Wednesday, November 17, 2010

Getting Started

There are some important steps to getting started on homeschooling. First, you need to research your state's requirements for homeschooling. The HSLDA has tons of information on the legal issues of homeschooling, and here is a page where you can check into your state's standards. Also investigate homeschooling groups in your area--they can be a great resource, especially for new homeschoolers.

Once you make sure you're in compliance with any state regs, it's important to choose or create a curriculum that will work for your family and keep your child on track academically. Since I was going to be making our curriculum, I researched the state standards for public schools and based my curriculum on making sure we'd meet and exceed all the minimums for his grade. Many states list their standards online, but if not, you might be able to request that information from the school system or you could use another state's info as a rough guideline. I've noticed that a lot of grade level workbooks and curriculum vary a lot depending on publisher, so I like knowing the state framework when I screen workbooks and search for worksheets.

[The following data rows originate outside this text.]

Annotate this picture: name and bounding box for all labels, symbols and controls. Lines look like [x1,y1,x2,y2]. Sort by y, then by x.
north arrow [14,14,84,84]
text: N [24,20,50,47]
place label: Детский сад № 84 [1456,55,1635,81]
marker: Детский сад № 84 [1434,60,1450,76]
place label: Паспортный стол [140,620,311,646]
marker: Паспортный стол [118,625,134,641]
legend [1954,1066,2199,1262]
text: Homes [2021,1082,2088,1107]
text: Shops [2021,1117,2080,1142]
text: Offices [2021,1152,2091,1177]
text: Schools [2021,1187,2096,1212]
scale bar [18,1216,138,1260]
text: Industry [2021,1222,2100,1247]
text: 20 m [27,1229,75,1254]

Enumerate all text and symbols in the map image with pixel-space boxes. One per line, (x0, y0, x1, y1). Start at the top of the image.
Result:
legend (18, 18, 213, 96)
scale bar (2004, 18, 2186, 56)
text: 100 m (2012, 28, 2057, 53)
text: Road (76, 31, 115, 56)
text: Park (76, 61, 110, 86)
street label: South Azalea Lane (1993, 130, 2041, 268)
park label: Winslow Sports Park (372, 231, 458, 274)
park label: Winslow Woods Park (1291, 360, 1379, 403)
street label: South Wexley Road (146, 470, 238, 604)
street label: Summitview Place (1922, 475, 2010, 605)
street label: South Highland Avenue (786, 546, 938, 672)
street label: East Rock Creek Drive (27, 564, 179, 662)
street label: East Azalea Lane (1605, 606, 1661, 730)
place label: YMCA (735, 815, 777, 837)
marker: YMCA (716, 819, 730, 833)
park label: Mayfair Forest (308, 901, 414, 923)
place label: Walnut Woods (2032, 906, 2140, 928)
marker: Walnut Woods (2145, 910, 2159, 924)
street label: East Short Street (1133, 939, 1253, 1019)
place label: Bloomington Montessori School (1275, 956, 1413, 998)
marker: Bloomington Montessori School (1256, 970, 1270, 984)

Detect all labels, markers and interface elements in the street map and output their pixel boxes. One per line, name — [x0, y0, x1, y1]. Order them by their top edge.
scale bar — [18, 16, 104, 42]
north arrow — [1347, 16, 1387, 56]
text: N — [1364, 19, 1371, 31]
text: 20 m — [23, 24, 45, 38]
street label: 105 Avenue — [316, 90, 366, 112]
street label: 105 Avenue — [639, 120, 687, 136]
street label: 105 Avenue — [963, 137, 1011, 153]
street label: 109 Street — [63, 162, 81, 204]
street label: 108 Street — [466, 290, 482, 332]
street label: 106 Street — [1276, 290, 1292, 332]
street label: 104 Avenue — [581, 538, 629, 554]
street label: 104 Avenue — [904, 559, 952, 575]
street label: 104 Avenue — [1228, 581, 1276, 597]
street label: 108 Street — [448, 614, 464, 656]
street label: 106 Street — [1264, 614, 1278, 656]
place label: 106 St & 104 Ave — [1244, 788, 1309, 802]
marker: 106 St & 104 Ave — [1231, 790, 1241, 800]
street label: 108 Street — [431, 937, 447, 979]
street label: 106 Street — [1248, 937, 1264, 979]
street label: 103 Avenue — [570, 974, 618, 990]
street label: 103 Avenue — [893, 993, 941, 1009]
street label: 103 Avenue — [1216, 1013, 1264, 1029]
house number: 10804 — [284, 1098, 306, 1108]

That being said, don't get too bogged down in the state standards. Basically, I use the frameworks as an overall goals list for the school year, but we work at a pace that is right for us and we learn the topics in an order that makes sense to us. This year, my son is working mostly on a 1st grade level, but also learning some things that he would have learned in Kindergarten in public school as well as some concepts that wouldn't be introduced until 2nd grade. That's one of the best things about homeschooling--you teach at a rate your child understands and you can do it in a pretty short time period each day.